An Episcopal clergyman removing from New York into a Connecticut town was actually boycotted. The people would not sell him anything to eat, and I believe he returned for food and shelter to the hither side of Byram River. I remember such a joke as this current in New York; that they had a singular habit in Connecticut, when a man cast up his accounts with his neighbor and gave him a note for the balance, he used to exclaim: "Thank God, that debt is paid." Some of the people have singular tastes now and then; as for example there is a hill behind East Haddam that used to be called "Stagger-all-hill," but inquiring the other day, I was told its name was now "Mount Parnassus."
They may say all these things if they please, but Connecticut has no public debt, or a very small one at most, and her people are industrious, educated, polite to strangers, jealous of their rights and brave enough to defend them.

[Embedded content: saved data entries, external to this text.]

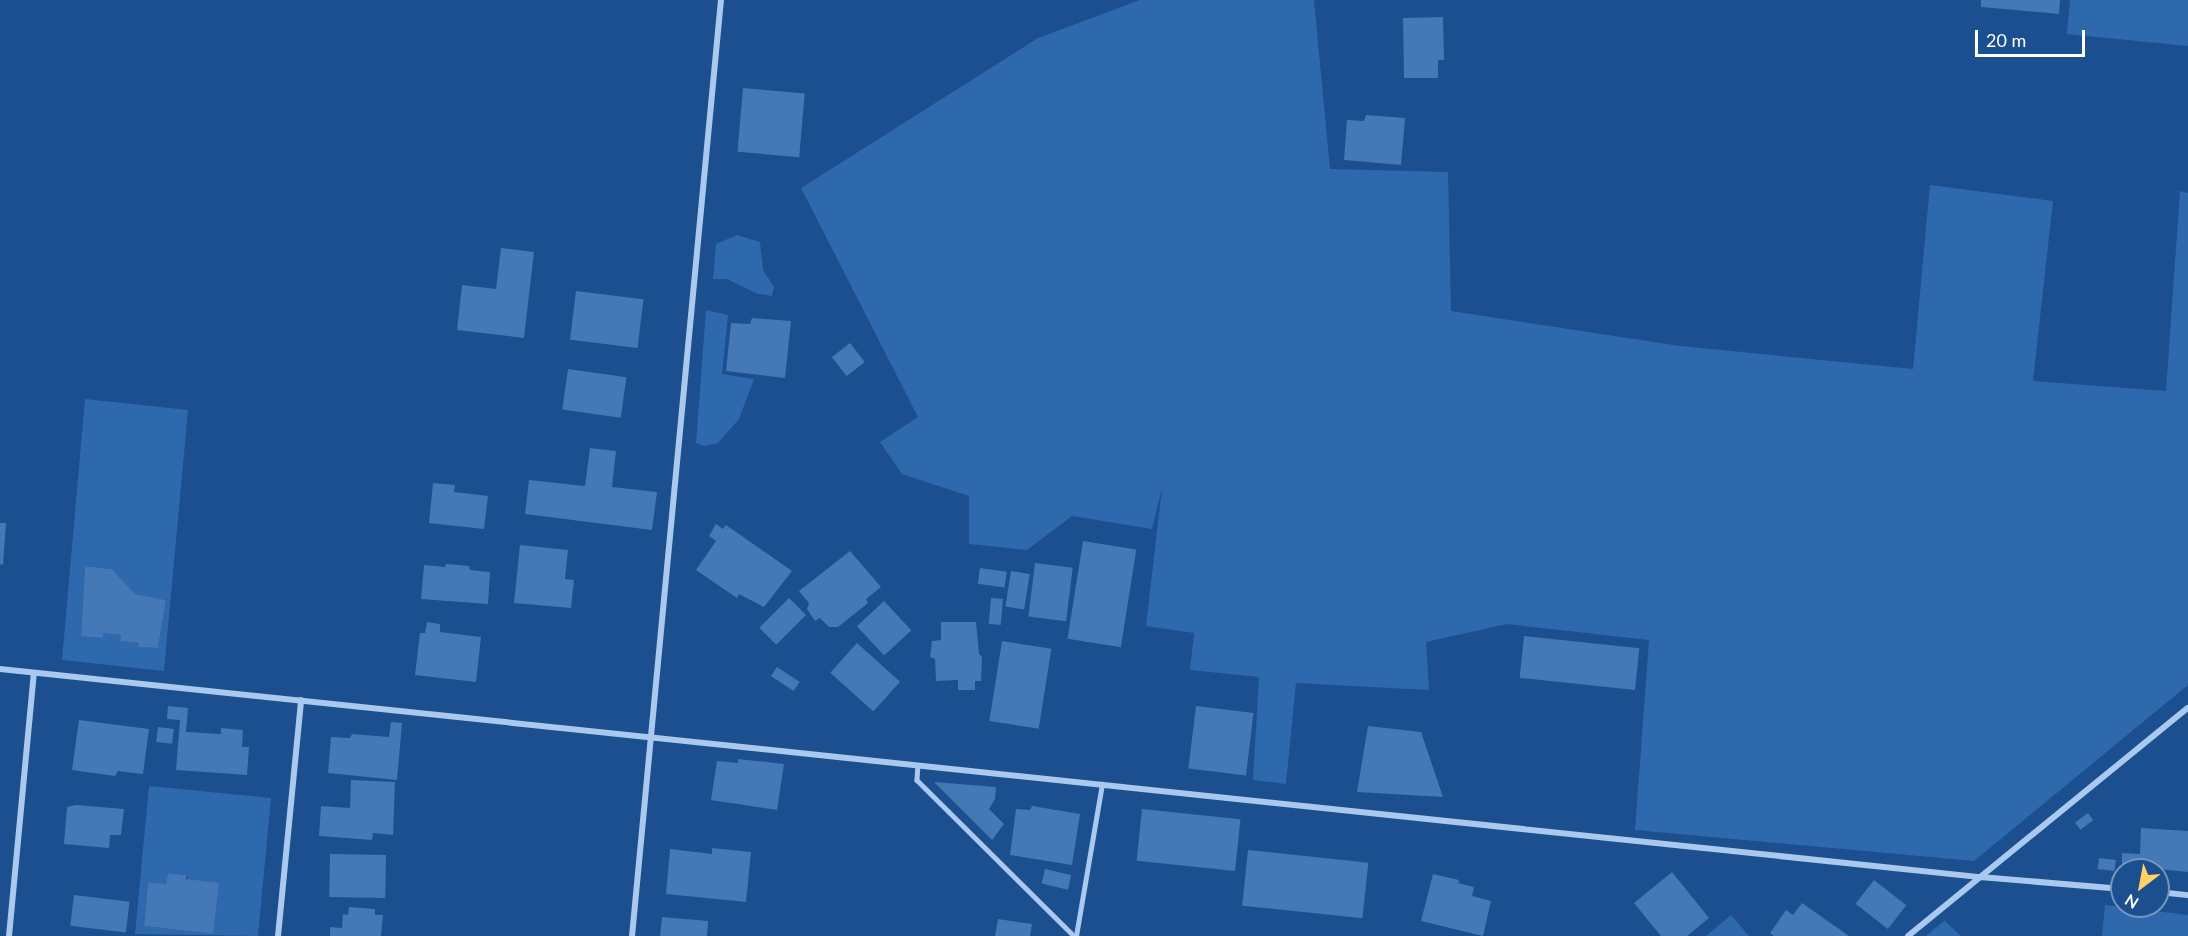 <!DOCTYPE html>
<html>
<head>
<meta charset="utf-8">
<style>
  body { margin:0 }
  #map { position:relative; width:2188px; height:936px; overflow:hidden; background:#1b4f8f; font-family:Lato,sans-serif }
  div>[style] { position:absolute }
  .green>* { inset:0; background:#2e69ad }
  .building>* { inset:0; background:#4478b7; transform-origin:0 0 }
  .service>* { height:4.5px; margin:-2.25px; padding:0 2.25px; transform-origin:2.25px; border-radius:2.25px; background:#a9c9ee }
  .minor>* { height:6px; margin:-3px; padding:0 3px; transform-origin:3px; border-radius:3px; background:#a9c9ee }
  span { translate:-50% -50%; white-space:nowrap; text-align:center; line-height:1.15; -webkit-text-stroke:4.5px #1b4f8f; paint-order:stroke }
  .north { position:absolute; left:2110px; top:858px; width:60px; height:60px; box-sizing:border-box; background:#1b4f8f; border:2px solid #7695bc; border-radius:50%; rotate:212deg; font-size:16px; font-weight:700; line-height:24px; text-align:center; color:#fff }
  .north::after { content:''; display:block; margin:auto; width:21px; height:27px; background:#ffd166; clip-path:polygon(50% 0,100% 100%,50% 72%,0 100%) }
  .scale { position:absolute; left:1975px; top:30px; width:110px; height:27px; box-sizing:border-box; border:3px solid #fff; border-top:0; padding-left:8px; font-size:18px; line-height:21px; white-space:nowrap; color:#fff; -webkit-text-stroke:4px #1b4f8f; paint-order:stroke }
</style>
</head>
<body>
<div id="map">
  <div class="green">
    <div style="clip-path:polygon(1140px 0,1314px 0,1330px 169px,1448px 172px,1451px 311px,1680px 346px,1913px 369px,1930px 185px,2053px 201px,2033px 381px,2166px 391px,2180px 191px,2188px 193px,2188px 685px,1974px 861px,1635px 830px,1649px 640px,1507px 624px,1426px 642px,1429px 690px,1296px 683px,1286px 784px,1253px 780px,1259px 677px,1190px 670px,1194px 633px,1146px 626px,1162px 488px,1152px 529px,1072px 516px,1027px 550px,969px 544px,969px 496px,902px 474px,880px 442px,918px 417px,801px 188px,1038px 38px)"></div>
    <div style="clip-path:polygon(2070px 0,2188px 0,2188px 46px,2067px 34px)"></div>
    <div style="clip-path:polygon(737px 235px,760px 242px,763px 270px,774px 287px,772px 296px,758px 294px,727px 279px,713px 279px,716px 244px)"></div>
    <div style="clip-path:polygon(706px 310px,728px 315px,722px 374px,754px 379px,739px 419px,718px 443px,704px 446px,696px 443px)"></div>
    <div style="clip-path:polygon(evenodd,85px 399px,188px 410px,164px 671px,62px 660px,85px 399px,85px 566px,112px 569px,135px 594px,166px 600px,158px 648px,139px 647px,139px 643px,120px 641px,121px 635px,103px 633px,103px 638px,81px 635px,85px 566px)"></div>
    <div style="clip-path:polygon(evenodd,149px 786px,271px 798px,258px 936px,135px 934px,149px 786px,168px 873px,186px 875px,213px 934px,144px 926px,148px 882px,166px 884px,168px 873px)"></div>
    <div style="clip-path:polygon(2105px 905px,2188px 915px,2188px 936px,2102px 936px)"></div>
    <div style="clip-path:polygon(1731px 915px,1749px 936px,1706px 936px)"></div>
    <div style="clip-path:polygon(1944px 920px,1961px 936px,1926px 936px,1944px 921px)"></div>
  </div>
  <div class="building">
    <div style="clip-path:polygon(1981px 0,2060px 0,2059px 14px,1981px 7px)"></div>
    <div style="clip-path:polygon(1443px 17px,1444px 60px,1438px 60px,1438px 78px,1404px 78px,1403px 18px)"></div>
    <div style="left:743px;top:88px;width:62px;height:64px;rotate:5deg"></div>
    <div style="clip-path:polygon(1366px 115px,1405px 118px,1401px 165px,1344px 160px,1347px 120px,1364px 121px)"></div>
    <div style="clip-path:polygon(501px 248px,534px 252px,524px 338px,457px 330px,462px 285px,496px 289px)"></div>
    <div style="left:576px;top:291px;width:68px;height:49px;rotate:7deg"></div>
    <div style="clip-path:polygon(752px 318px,791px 321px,785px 378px,726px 371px,731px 323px,750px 324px)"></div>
    <div style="left:850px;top:343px;width:24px;height:23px;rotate:52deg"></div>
    <div style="left:568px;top:369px;width:59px;height:41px;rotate:8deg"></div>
    <div style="clip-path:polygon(590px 448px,616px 451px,612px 487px,657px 492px,652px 530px,525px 514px,529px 480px,585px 486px)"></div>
    <div style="clip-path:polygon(433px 483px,455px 485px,454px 492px,488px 496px,484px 529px,429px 523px)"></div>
    <div style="clip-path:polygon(0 523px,6px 523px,3px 565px,0 564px)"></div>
    <div style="clip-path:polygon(716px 524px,723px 529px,726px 525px,792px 571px,764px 607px,739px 594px,737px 598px,696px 570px,716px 541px,709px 536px)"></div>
    <div style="left:1083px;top:541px;width:54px;height:99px;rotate:9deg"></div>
    <div style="clip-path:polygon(520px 545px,568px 550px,565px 579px,574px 580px,571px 608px,514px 603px)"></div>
    <div style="clip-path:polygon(850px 551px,881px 587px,866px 599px,868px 603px,838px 627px,829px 627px,820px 618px,815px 621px,807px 609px,809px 603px,799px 591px)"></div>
    <div style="left:1035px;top:563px;width:38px;height:54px;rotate:7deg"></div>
    <div style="clip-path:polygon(446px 564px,469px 566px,470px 570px,490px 572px,488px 604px,421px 599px,424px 565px,445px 567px)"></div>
    <div style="clip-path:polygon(85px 566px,112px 569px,135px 594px,166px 600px,158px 648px,138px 647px,139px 643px,120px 641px,121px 635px,103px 633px,103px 638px,81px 636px)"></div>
    <div style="left:980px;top:568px;width:27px;height:16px;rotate:8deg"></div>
    <div style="left:1011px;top:571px;width:19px;height:36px;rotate:9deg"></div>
    <div style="left:789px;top:598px;width:24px;height:42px;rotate:45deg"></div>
    <div style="left:991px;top:598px;width:12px;height:26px;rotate:5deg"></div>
    <div style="left:884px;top:601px;width:40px;height:37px;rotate:47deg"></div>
    <div style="clip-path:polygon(427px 622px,440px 624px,440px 632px,481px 637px,476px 682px,415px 675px,420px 633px,425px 633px)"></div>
    <div style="clip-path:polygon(941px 622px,976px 622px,979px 654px,982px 657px,981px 681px,975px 681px,975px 690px,958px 690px,958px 680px,936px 681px,935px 659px,930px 657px,932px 641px,941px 640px)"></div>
    <div style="left:1524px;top:636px;width:116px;height:42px;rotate:6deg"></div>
    <div style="left:1002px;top:641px;width:50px;height:81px;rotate:9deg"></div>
    <div style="left:857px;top:643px;width:58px;height:40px;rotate:42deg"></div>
    <div style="left:777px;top:667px;width:27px;height:11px;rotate:33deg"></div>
    <div style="clip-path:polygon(168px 706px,188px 708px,186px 732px,221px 734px,221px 728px,243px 730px,242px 747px,249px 747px,247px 775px,176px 770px,180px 720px,167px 719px)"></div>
    <div style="left:1196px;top:706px;width:58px;height:63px;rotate:7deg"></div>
    <div style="clip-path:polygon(79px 720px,149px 729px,143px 774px,118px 771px,115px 776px,72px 770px)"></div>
    <div style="clip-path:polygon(391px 722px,402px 723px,397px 780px,328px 773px,331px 737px,350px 738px,352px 734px,389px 737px)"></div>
    <div style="clip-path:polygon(1368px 726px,1421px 732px,1443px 797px,1357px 792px)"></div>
    <div style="left:158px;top:727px;width:16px;height:15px;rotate:7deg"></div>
    <div style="clip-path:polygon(738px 759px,784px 764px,777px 810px,711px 800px,717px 761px,738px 763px)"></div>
    <div style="clip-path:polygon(351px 780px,395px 782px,393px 835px,373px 833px,372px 840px,319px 836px,321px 806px,350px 808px)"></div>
    <div style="clip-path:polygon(934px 782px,996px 787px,995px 799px,989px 809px,1004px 824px,992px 840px)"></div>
    <div style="clip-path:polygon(76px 805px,124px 809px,121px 835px,110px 835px,109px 848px,64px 844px,67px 807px)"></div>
    <div style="clip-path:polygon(1032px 806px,1080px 814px,1072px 865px,1010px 855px,1016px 809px,1030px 810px)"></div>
    <div style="left:1142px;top:809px;width:99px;height:52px;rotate:6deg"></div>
    <div style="left:2088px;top:813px;width:9px;height:16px;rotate:54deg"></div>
    <div style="clip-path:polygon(2141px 828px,2188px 831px,2188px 872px,2149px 868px,2149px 870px,2122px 870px,2122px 853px,2140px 854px)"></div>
    <div style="clip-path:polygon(712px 848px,751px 852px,746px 902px,666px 894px,670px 849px,712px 854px)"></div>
    <div style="left:1248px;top:850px;width:121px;height:56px;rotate:6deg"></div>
    <div style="left:330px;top:854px;width:56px;height:43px;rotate:1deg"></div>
    <div style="left:2099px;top:858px;width:17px;height:11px;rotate:7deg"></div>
    <div style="left:1045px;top:869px;width:27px;height:15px;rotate:13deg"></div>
    <div style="clip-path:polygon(1672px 872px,1709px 918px,1687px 936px,1661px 936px,1634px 903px)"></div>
    <div style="clip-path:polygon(168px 873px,186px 875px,186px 879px,219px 883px,213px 934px,144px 926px,148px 882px,166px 884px)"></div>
    <div style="clip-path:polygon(1433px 874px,1459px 880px,1458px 883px,1474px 887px,1472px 896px,1491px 901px,1483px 936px,1421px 921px)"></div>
    <div style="left:1874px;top:880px;width:41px;height:30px;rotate:38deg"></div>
    <div style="left:74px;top:895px;width:56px;height:31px;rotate:7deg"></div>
    <div style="clip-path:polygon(1802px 903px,1849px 936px,1774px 936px,1770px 933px,1786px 910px,1793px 915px)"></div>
    <div style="clip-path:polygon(349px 907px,375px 909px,375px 915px,383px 915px,381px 936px,330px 936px,330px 927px,342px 928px,343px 914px,348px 915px)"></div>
    <div style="clip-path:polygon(662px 917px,708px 921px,707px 936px,660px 936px)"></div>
    <div style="clip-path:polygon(998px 919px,1032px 924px,1030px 936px,995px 936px)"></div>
  </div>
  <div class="service">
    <div style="left:918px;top:765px;width:15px;rotate:94deg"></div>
    <div style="left:917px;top:780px;width:221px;rotate:44.8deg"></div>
    <div style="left:1076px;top:936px;width:154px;rotate:-80.3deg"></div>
  </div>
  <div class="minor">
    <div style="left:0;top:669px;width:1991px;rotate:6deg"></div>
    <div style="left:1980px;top:877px;width:143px;rotate:4.8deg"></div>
    <div style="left:2158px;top:892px;width:30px;rotate:6deg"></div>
    <div style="left:9px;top:936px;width:264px;rotate:-84.6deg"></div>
    <div style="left:278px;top:936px;width:237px;rotate:-84.4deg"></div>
    <div style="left:632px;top:936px;width:940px;rotate:-84.57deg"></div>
    <div style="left:1908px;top:936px;width:361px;rotate:-39.2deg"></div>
  </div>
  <div class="north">N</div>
  <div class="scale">20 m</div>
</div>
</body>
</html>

I remember hearing Mrs. Fanny Kemble say, some years ago, of the twelve hundred thousand people then inhabiting Massachusetts, that, taking them all in all, she thought they were the foremost twelve hundred thousand people living together in the world, and I can speak in similar terms of the inhabitants of Connecticut, as really a part of the same people.
In conclusion, Mr. President, may I without affectation utter these words of love for my native State, its scenery and its people. Flow on, gentle river, shine on, rugged and wooded hills, smile on, green meadows basking in the sun, and you, brave people, who dwell amid these scenes, prove yourselves ever worthy of your progenitors, and flaunt high as you will, the old banner with its hopeful and trustful motto—qui transtulit sustinet.